So when we try to get them to answer our arguments, we put them in a position where they need to justify something. But . . . . really, do they? To whom? If someone asked me why I’m not a member of any particular group within Catholicism. . . I could give a couple of reasons. . . They could reply. . .and their replies tend to be more elaborate and well argued than my reasons (I think of conversations I’ve had with people over the years from Opus Dei. .or Communio and Liberation ) But in the end, the answer is, that way of organizing life doesn’t resonate with me. I can come up with objections. . . critiques. . . but they are second order. The basic problem is an existential one. .. a lack of fit.
I wonder if that’s the same thing, on a larger scale, with people who move away from Catholicism.
“I think, is why the classic model of Jesuit formation calls for philosophy studies prior to theology — philosophy does something to prepare one for the truths of faith.)”
Matt, the Apostles would have never made it in your paramater. Many Jesuits and their followers have lost their faith despite philosophical training. Further, it is quite a reach for you to generalize that all those who support ordination of women and contraception are non practicing Catholics. Clearly, there is little science in your observation. It makes one wonder that the lens you use may be quite narrow.
We have degrees and we may wax eloquent but the real story of faith may be beyond us. Jesus seems to think so: “”I praise you, Father, Lord of heaven and earth, because you have hidden these things from the wise and learned, and revealed them to little children. Yes, Father, for this was your good pleasure.”
What attracts us to a particular group within Catholicism? I think the attraction is the same as the turn/conversion to the basic Way. It is more than doctrine or philosophy.It is seeing in someone that this person has found the Way and wanting what is seen in the other for yourself. Seeing grace in the other and as St Thomas A would say, moving toward it. In the recovery movement the ‘hearing of the story’ prompts the listener to say to him/her self I want what that person has… one sees in the other that spiritual recovery is possible and is moved to reach out by saying i want that [grace/ sobriety] in my life. Working with recovering people I’m so strruck by their encounter with grace. It no accident that the recovery begins with a ‘bottom’, an emptying of the soul. Another simularity with religious recovering and sobriety recovering is the tendency for the ‘convert’ to be a ‘stickler’ for the ‘rules’ and recovering is a life long journey.. Maybe evangelization will happen when more good people [saints] show themselves.

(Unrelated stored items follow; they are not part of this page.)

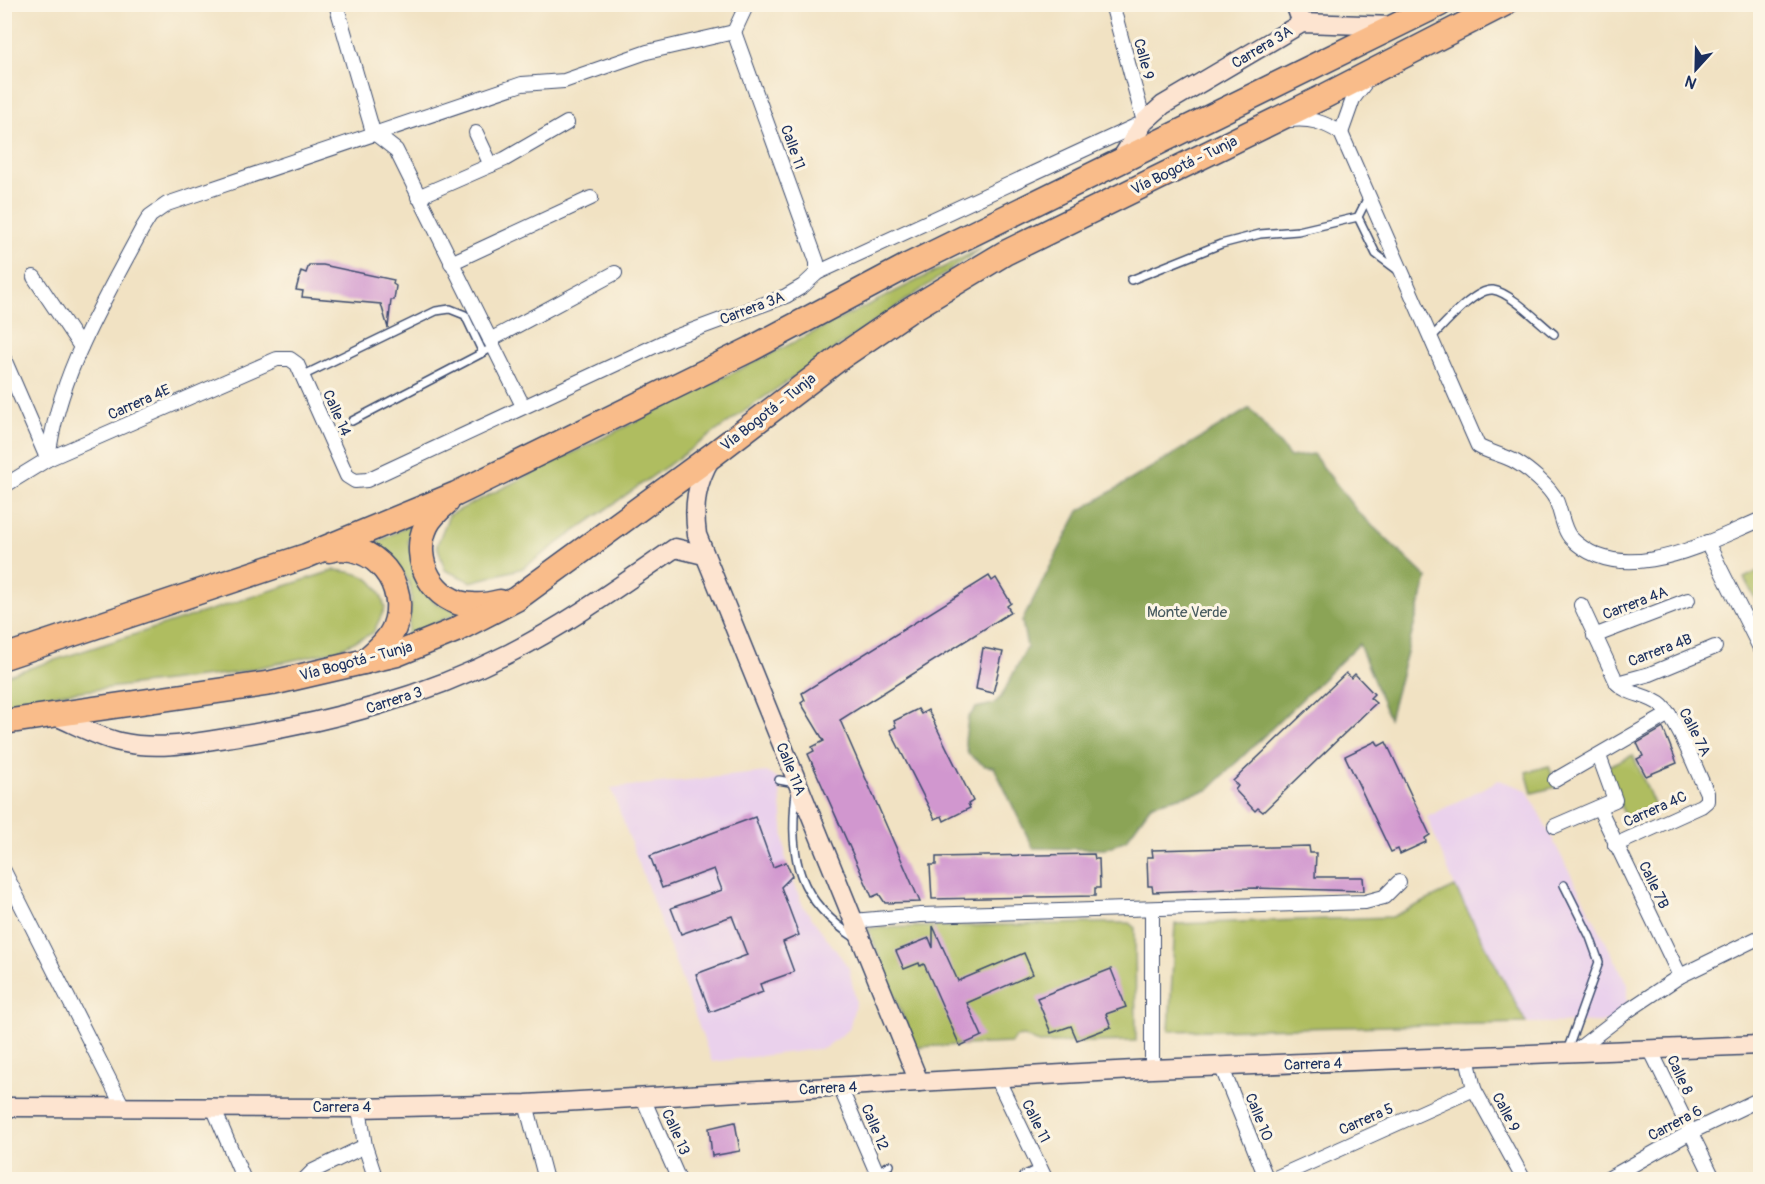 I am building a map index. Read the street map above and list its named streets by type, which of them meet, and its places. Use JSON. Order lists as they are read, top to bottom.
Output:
{
  "streets": {
    "highway": ["Vía Bogotá - Tunja"],
    "main road": [
      "Carrera 3A",
      "Carrera 3",
      "Calle 11A",
      "Carrera 4"
    ],
    "street": [
      "Calle 9",
      "Calle 11",
      "Carrera 4E",
      "Calle 14",
      "Carrera 4A",
      "Carrera 4B",
      "Calle 7A",
      "Carrera 4C",
      "Calle 7B",
      "Calle 8",
      "Calle 10",
      "Carrera 5",
      "Carrera 6",
      "Calle 12",
      "Calle 13"
    ]
  },
  "crossings": [
    ["Carrera 3A", "Calle 9"],
    ["Carrera 3A", "Calle 11"],
    ["Carrera 3A", "Vía Bogotá - Tunja"],
    ["Carrera 3A", "Calle 14"],
    ["Calle 9", "Carrera 4"],
    ["Calle 9", "Carrera 5"],
    ["Calle 11", "Carrera 4"],
    ["Vía Bogotá - Tunja", "Carrera 3"],
    ["Vía Bogotá - Tunja", "Calle 11A"],
    ["Carrera 4E", "Calle 14"],
    ["Carrera 4B", "Calle 7A"],
    ["Carrera 3", "Calle 11A"],
    ["Calle 7A", "Carrera 4C"],
    ["Calle 11A", "Carrera 4"],
    ["Carrera 4C", "Calle 7B"],
    ["Carrera 4", "Calle 8"],
    ["Carrera 4", "Calle 10"],
    ["Carrera 4", "Calle 12"],
    ["Carrera 4", "Calle 13"],
    ["Calle 8", "Carrera 6"],
    ["Calle 10", "Carrera 5"]
  ],
  "parks": ["Monte Verde"],
  "north": "bottom"
}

Not sure whether this helps the conversation, but I analyzed the O’Grady’s story the way I might for my students, and here’s what I found FWIW at this late date.

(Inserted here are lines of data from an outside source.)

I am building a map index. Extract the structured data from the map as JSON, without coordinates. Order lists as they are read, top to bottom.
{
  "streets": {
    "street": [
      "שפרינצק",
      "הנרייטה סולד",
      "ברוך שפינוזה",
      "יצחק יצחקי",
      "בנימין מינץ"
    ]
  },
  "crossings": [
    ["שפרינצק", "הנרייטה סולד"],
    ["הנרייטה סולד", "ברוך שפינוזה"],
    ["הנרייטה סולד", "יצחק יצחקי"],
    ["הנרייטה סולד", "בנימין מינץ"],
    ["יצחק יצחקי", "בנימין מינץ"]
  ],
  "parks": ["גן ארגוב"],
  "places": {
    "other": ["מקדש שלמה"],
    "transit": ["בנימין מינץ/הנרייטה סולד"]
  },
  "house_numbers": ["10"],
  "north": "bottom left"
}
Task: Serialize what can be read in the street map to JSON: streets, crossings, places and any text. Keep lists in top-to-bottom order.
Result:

Of the 1,714 words in O’Grady’s op-ed piece, about 850 are direct quotes, and 850 are O’Grady’s narrative. That’s a pretty high quote content, and on the face of it, it looks like O’Grady allows Dolan tell his own story.
Most of the full (complete sentence) quotes occur in the main section of the story (about 70 percent of the whole) in which Dolan discusses the shape of Catholic education and its past/present survival strategies.
Just 8 percent of O’Grady’s own narrative contains what I’d call “loaded” modifiers or attribution (the writer’s words that tend to lead readers to a particular conclusion or assessment), which seems about right for an op-ed piece.
But those modifiers and attributions contribute to an emerging media stereotype of Dolan as a kind of Pat O’Brien Fighting Irish character—characters who tend to be two-fisted doers but somewhat glib thinkers.
Some examples of O’Grady’s loaded modifiers:
–warm and gregarious personality
–beaming — and may I say prominently Irish — face
–joyful shepherd
–outspoken opponent
–sitting up in his chair and leaning forward.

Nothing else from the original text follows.